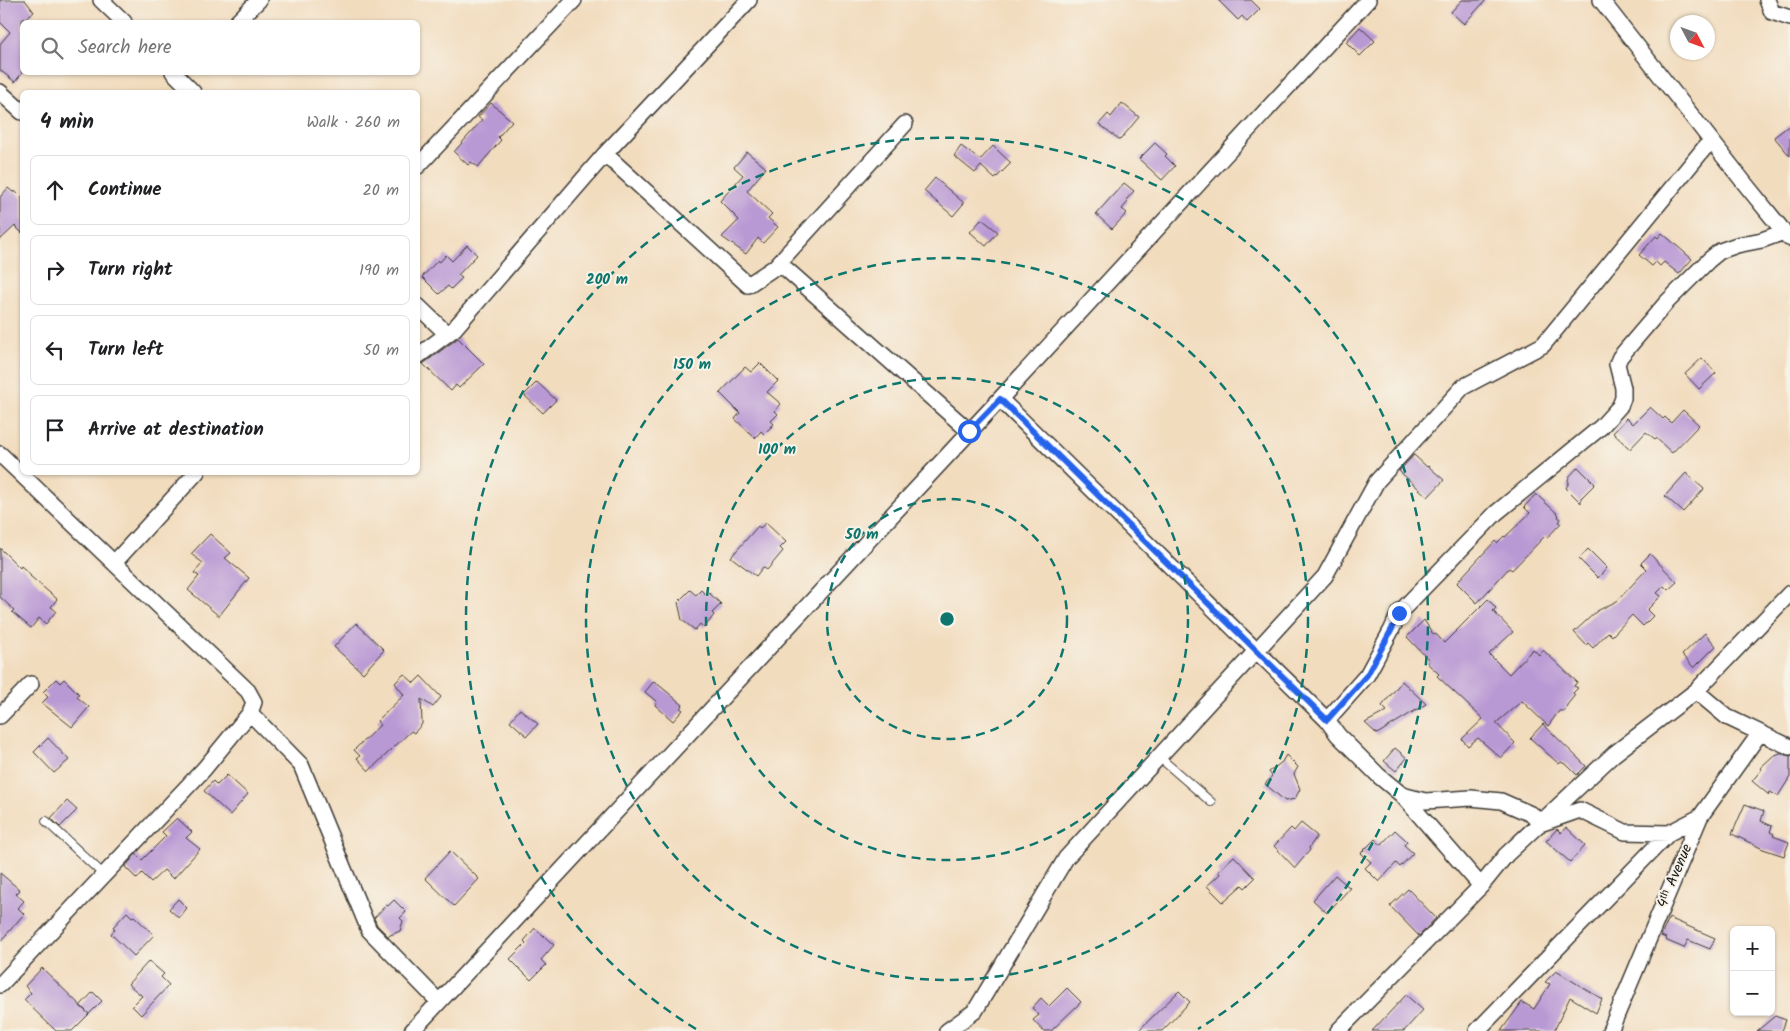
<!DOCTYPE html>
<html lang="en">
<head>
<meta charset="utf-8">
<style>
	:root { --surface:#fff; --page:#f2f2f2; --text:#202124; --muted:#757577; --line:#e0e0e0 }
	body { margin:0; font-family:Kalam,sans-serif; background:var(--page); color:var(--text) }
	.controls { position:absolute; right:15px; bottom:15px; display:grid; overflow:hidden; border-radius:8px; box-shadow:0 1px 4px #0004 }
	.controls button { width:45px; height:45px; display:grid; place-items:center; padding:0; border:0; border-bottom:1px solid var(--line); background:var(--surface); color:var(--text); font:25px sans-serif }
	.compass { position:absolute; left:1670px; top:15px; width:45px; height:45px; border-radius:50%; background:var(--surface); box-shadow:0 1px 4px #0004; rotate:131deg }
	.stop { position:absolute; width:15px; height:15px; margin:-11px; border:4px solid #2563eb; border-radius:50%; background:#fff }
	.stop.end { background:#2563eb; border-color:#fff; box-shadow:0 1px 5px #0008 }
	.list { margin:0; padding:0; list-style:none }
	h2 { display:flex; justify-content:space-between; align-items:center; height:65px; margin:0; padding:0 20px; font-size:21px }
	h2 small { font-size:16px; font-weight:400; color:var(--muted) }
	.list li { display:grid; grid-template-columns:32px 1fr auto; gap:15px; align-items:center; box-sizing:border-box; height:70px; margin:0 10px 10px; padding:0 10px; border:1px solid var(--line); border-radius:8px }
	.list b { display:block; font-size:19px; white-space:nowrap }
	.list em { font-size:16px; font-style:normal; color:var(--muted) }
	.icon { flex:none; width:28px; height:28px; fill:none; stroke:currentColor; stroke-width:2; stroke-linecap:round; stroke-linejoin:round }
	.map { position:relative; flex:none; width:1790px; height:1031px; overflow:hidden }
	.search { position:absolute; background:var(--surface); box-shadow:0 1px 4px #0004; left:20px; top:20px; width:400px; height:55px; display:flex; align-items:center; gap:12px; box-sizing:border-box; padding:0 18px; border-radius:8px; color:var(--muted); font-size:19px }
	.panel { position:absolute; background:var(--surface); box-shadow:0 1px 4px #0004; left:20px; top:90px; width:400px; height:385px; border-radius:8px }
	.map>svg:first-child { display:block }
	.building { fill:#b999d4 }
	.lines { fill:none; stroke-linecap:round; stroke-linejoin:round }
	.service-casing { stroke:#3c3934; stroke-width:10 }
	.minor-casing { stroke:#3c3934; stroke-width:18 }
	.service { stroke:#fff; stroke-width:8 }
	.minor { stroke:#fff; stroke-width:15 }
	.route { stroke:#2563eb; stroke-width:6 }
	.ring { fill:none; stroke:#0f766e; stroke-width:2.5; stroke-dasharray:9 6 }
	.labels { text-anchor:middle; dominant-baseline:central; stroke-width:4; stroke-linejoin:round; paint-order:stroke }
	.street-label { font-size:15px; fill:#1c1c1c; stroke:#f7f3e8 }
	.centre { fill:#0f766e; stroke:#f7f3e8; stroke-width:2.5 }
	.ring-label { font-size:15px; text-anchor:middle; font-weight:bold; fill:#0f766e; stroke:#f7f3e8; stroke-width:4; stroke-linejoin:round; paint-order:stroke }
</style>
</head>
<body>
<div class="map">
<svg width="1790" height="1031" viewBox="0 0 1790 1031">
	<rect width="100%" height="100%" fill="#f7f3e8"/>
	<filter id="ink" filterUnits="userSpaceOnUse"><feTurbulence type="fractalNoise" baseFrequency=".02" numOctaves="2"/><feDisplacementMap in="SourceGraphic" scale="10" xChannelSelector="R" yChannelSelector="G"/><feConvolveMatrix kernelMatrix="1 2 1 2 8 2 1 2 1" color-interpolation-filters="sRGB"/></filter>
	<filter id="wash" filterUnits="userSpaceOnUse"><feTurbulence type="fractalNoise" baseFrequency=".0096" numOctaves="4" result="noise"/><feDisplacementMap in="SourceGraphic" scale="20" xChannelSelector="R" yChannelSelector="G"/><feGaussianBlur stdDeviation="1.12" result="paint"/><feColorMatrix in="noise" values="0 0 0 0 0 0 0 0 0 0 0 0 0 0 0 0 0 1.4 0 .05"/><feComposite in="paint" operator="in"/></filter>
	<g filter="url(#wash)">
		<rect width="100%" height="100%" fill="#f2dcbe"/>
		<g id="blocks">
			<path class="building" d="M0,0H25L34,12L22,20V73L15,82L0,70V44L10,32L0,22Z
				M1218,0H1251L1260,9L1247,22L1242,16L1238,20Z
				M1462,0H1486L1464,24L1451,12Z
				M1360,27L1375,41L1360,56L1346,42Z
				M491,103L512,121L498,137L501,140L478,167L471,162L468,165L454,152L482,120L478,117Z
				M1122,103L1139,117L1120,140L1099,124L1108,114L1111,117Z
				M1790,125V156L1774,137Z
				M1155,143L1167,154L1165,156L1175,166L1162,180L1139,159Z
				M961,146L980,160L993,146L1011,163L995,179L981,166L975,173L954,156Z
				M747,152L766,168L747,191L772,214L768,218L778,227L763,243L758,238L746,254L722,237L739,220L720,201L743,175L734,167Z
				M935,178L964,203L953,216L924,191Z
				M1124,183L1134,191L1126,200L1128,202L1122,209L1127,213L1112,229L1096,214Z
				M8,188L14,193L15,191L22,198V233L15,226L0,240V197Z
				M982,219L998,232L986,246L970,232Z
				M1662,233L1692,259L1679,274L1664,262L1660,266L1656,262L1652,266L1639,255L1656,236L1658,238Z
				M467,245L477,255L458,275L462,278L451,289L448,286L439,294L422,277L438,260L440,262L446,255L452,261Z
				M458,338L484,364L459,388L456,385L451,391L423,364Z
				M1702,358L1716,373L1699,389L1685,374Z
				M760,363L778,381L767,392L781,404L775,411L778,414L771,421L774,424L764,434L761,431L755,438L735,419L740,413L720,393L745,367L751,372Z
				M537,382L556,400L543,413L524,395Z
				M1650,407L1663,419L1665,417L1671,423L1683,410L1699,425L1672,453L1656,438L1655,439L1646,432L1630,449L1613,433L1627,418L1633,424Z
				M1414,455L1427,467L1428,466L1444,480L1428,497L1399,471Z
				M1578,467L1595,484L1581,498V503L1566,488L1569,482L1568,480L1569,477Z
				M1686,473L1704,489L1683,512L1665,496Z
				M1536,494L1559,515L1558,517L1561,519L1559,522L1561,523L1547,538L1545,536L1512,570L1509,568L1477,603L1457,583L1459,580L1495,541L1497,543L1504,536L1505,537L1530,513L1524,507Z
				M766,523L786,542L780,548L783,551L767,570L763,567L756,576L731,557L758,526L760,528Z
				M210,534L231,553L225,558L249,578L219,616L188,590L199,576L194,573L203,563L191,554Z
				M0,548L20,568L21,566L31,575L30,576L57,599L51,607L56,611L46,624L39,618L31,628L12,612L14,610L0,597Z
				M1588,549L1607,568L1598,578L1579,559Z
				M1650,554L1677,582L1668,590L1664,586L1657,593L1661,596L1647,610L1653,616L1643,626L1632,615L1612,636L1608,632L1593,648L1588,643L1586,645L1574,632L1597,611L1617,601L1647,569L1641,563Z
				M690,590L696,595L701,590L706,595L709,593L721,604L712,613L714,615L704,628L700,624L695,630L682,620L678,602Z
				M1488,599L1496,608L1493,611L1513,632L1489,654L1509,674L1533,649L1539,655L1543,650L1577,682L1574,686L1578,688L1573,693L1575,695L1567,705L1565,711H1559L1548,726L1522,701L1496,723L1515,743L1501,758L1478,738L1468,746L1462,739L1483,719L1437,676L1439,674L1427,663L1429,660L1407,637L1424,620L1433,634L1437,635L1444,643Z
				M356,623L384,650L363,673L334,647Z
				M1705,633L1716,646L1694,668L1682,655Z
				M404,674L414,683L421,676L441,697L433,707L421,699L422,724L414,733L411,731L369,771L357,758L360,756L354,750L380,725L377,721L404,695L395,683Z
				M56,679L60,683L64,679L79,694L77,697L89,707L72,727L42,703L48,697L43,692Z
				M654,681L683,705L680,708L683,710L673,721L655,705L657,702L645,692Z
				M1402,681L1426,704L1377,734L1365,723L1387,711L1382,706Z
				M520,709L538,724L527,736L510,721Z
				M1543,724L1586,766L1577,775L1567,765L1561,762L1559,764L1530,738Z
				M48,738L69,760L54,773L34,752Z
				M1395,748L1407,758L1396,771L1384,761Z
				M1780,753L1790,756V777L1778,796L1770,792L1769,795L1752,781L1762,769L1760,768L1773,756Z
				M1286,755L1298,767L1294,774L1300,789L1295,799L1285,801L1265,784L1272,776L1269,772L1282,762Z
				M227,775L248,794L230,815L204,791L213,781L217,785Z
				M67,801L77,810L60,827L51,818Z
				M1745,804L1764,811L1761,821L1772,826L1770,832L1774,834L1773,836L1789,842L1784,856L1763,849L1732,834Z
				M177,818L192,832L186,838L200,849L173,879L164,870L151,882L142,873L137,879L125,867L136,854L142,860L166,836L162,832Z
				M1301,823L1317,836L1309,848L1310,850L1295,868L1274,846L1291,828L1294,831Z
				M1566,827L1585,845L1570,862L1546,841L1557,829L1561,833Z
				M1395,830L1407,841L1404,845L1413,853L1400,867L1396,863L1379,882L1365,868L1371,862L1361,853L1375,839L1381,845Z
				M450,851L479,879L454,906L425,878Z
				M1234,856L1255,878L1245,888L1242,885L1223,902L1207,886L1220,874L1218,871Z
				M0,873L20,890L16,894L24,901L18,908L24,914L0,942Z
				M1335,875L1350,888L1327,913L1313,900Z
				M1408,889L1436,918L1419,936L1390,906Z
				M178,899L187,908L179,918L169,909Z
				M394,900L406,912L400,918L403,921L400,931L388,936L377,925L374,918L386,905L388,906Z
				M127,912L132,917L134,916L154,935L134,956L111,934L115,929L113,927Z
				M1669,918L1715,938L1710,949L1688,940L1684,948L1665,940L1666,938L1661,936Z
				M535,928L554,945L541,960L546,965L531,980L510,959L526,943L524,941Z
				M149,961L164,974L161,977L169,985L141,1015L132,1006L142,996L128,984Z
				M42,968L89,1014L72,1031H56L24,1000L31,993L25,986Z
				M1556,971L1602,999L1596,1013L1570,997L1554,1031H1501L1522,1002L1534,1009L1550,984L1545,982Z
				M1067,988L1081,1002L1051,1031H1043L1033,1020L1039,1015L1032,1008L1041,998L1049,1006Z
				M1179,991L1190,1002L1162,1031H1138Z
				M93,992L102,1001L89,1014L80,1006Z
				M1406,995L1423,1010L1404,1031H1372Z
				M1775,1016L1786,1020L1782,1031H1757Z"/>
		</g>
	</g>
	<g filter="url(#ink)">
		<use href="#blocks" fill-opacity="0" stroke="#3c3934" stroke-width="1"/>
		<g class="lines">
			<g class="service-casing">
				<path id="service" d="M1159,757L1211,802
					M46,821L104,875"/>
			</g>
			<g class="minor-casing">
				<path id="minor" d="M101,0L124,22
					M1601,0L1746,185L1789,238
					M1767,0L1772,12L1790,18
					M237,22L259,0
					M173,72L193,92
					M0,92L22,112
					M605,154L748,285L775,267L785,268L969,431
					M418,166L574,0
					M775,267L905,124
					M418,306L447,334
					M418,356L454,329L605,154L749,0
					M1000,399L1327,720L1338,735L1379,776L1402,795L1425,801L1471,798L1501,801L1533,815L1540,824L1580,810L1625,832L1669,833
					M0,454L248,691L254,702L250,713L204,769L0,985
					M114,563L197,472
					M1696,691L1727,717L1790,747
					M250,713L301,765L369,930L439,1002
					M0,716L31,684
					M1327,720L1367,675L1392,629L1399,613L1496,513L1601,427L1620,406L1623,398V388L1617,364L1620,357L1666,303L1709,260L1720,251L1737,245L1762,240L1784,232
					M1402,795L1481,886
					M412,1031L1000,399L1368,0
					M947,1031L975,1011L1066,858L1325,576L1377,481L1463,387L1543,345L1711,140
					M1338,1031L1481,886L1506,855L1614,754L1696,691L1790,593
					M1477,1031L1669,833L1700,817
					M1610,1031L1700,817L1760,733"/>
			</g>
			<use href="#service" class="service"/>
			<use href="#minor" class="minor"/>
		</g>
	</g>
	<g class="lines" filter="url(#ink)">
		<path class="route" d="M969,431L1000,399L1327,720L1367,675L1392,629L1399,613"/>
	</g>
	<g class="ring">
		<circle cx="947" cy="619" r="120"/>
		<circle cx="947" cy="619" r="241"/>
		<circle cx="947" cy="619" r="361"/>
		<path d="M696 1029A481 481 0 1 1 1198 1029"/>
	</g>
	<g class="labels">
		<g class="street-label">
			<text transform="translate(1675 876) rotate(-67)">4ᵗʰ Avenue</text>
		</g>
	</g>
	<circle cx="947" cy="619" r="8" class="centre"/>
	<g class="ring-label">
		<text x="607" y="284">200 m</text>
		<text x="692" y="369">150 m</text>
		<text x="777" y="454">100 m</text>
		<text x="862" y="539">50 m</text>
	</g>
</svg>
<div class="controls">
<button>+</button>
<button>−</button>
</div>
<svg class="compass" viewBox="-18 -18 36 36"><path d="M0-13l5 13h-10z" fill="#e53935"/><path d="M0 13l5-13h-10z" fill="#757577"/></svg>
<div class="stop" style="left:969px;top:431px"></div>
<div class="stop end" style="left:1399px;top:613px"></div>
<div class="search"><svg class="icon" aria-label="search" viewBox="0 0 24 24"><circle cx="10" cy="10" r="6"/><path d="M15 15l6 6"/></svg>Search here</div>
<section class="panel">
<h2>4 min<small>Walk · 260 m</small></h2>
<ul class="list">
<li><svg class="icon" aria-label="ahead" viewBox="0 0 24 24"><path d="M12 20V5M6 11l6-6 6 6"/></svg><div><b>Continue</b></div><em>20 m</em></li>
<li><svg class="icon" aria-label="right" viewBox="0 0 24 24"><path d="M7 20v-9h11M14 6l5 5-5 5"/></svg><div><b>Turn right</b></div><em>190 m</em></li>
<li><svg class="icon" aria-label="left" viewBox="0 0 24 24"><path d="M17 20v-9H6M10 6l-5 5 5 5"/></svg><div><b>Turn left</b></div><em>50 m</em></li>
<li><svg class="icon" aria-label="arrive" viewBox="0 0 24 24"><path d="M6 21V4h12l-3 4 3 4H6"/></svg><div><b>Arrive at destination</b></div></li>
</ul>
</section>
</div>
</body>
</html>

_____

What is the number of lines in the records that contain the word "compass"? Answer with the number and nothing else.

2